Print the records below exactly, starting at the first line and stopping after the line that contains "font-size:13px; font-weight:400; color:var(--muted)". Leave out any pictures.
-*-
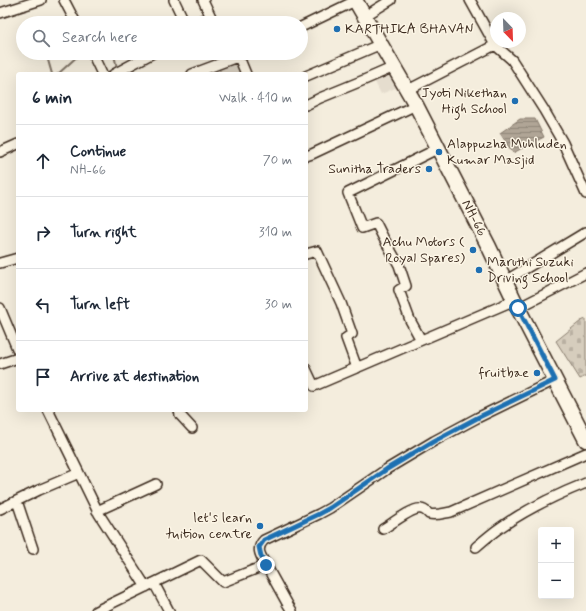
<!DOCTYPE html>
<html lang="en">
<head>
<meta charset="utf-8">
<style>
	:root { --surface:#fff; --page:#f2f2f3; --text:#1f2937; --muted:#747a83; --line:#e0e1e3 }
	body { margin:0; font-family:Mynerve,sans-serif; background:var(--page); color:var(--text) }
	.controls { position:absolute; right:12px; bottom:12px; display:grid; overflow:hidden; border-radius:4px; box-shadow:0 4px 16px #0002 }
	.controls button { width:36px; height:36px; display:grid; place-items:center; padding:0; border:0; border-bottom:1px solid var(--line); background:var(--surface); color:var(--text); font:20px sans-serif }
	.compass { position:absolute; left:490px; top:12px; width:36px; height:36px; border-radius:50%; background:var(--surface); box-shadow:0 4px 16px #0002; rotate:157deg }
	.stop { position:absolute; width:12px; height:12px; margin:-9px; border:3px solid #1f6fb2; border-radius:50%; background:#fff }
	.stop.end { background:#1f6fb2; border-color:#fff; box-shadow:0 1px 4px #0008 }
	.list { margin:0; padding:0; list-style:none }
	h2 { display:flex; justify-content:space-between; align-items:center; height:52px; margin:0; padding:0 16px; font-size:17px }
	h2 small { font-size:13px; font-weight:400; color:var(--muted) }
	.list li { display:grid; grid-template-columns:26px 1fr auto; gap:12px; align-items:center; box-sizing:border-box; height:72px; padding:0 16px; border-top:1px solid var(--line) }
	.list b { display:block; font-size:15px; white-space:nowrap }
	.list p { margin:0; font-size:13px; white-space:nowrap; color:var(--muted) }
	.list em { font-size:13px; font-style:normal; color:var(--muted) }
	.icon { flex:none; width:22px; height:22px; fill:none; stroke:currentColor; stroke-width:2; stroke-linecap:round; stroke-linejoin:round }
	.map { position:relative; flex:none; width:586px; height:611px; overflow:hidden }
	.search { position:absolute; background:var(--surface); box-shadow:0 4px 16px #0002; left:16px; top:16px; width:292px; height:44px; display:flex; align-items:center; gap:10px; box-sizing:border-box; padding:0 14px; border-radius:22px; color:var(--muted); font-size:15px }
	.panel { position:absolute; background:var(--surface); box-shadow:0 4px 16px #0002; left:16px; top:72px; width:292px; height:340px; border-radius:4px }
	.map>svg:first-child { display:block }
	.built { fill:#e5ddce }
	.cemetery { fill:url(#cemetery-stones); stroke:#887c6e }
	.park { fill:url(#park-tufts); stroke:#887c6e }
	.water { fill:url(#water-rules); stroke:#817466 }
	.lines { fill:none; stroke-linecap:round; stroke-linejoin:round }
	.stream { stroke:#817466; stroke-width:2 }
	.minor-casing { stroke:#3b2a1e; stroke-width:12 }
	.primary-casing { stroke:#3b2a1e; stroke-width:17 }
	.minor { stroke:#fcf5e5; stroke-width:9 }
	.primary { stroke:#fcf5e5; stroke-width:14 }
	.route { stroke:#1f6fb2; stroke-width:5 }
	.poi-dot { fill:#1f6fb2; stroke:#fcf5e5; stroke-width:1.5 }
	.labels { text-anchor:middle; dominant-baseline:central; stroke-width:3; stroke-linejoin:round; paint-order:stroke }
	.poi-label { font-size:14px; fill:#3b2a1e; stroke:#fcf5e5; text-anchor:end }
	.street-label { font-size:14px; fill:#3b2a1e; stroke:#fcf5e5 }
</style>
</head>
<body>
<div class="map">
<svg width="586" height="611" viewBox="0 0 586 611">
	<defs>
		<pattern id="cemetery-stones" width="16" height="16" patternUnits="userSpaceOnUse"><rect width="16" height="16" fill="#d6cdbd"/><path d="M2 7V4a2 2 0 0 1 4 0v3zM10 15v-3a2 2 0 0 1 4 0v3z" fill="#b9b0a2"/></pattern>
		<pattern id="park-tufts" width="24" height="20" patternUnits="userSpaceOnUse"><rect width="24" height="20" fill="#d6cdbd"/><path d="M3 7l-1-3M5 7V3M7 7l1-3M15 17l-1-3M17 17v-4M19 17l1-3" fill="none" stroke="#b9b0a2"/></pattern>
		<pattern id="water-rules" width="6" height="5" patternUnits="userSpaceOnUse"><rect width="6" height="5" fill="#b0a596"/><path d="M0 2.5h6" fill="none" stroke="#90877a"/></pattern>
	</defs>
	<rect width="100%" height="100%" fill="#f4eddd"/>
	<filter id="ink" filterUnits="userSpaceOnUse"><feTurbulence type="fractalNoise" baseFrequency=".025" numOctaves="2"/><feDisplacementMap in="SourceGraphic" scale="8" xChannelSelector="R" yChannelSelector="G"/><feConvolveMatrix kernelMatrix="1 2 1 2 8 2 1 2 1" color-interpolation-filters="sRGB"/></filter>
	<g filter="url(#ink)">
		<path class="built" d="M392,75L398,87L381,94L375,82Z"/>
		<path class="cemetery" d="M586,319V376L580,379L556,341L581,321Z"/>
		<path class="park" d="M238,62L244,74H221L219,68Z"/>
		<path class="water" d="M520,119H535L544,137L513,153L500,133Z"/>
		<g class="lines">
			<path class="stream" d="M52,23L56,21
				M46,53L52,74
				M112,53L115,59L117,69
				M58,74L81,53"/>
			<defs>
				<path id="minor" d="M64,0L76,23
					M174,0L185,23
					M470,0L495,45
					M0,13L41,0
					M365,16L391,0
					M194,23L211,17L203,0
					M301,27L355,1
					M92,53L102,74
					M239,57L246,74
					M114,74L153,53
					M192,74L248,53
					M306,76L381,44
					M408,90L495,45L512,60L544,110L563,143L586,194
					M306,105L320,98L364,80L394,67
					M0,152L18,144
					M306,156L312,154L416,105
					M306,254L317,251L341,303L352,334L346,338L357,368
					M0,263L18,258
					M505,281L586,232
					M0,308L18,351
					M518,308L586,273
					M421,340L410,320L399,290L406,286L399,265L383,237L376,223L362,228L348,193L439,148
					M0,364L18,358
					M306,369L314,386L515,300
					M179,410L180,415L192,428
					M79,473L99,514L146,587
					M17,501L33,549
					M0,509L39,490L79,473L48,410
					M97,511L156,484
					M383,529C390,525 413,507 421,509C424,509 427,512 429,514C436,516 444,513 451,512L586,453
					M476,547C484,540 492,533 501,527C527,509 556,495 586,483
					M266,565L287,603L292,611
					M154,583L169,611
					M96,611L201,560L223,582L266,565C261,556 255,549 264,540L319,514L330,508L387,469L434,441L477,418L555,380"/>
				<path id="primary" d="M355,0L416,105L489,247L518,308L586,440"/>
			</defs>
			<use href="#minor" class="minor-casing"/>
			<use href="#primary" class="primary-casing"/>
			<use href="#minor" class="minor"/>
			<use href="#primary" class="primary"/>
		</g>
	</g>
	<g class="lines" filter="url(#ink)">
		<path class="route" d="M266,565L261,556L259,547L264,540L319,514L330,508L387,469L434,441L477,418L555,380L518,308"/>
	</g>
	<g class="poi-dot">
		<circle cx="337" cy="29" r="4"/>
		<circle cx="515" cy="101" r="4"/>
		<circle cx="439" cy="152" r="4"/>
		<circle cx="429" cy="169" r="4"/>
		<circle cx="473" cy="250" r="4"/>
		<circle cx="479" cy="270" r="4"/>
		<circle cx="537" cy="373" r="4"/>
		<circle cx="260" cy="526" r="4"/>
	</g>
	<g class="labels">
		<g class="poi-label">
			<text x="345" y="29" text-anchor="start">KARTHIKA BHAVAN</text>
			<text x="507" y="93">Jyoti Nikethan<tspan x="507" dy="16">High School</tspan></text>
			<text x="447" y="144" text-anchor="start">Alappuzha Muhluden<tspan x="447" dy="16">Kumar Masjid</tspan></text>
			<text x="421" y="169">Sunitha Traders</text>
			<text x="465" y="242">Achu Motors (<tspan x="465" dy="16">Royal Spares)</tspan></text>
			<text x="487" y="262" text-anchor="start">Maruthi Suzuki<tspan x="487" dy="16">Driving School</tspan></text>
			<text x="529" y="373">fruitbae</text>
			<text x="252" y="518">let's learn<tspan x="252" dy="16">tuition centre</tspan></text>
		</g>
		<g class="street-label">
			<text transform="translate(474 218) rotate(63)">NH-66</text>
		</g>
	</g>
</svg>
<div class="controls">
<button>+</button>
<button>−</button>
</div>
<svg class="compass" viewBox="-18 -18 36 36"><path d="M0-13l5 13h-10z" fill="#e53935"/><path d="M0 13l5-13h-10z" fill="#747a83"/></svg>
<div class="stop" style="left:518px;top:308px"></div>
<div class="stop end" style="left:266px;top:565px"></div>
<div class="search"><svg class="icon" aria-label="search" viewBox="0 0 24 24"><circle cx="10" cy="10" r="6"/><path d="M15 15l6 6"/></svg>Search here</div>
<section class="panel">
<h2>6 min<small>Walk · 410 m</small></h2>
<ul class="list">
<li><svg class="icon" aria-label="ahead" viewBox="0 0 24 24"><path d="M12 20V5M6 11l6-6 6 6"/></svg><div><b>Continue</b><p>NH-66</p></div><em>70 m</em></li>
<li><svg class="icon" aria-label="right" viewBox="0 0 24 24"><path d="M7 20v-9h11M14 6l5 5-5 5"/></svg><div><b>Turn right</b></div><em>310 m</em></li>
<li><svg class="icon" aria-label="left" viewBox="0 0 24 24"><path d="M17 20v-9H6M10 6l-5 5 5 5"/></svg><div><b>Turn left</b></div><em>30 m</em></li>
<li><svg class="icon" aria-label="arrive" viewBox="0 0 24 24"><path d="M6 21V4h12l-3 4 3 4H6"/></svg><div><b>Arrive at destination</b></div></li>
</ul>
</section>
</div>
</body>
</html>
-*-
ANSWER TO THIS PROBLEM
<!DOCTYPE html>
<html lang="en">
<head>
<meta charset="utf-8">
<style>
	:root { --surface:#fff; --page:#f2f2f3; --text:#1f2937; --muted:#747a83; --line:#e0e1e3 }
	body { margin:0; font-family:Mynerve,sans-serif; background:var(--page); color:var(--text) }
	.controls { position:absolute; right:12px; bottom:12px; display:grid; overflow:hidden; border-radius:4px; box-shadow:0 4px 16px #0002 }
	.controls button { width:36px; height:36px; display:grid; place-items:center; padding:0; border:0; border-bottom:1px solid var(--line); background:var(--surface); color:var(--text); font:20px sans-serif }
	.compass { position:absolute; left:490px; top:12px; width:36px; height:36px; border-radius:50%; background:var(--surface); box-shadow:0 4px 16px #0002; rotate:157deg }
	.stop { position:absolute; width:12px; height:12px; margin:-9px; border:3px solid #1f6fb2; border-radius:50%; background:#fff }
	.stop.end { background:#1f6fb2; border-color:#fff; box-shadow:0 1px 4px #0008 }
	.list { margin:0; padding:0; list-style:none }
	h2 { display:flex; justify-content:space-between; align-items:center; height:52px; margin:0; padding:0 16px; font-size:17px }
	h2 small { font-size:13px; font-weight:400; color:var(--muted) }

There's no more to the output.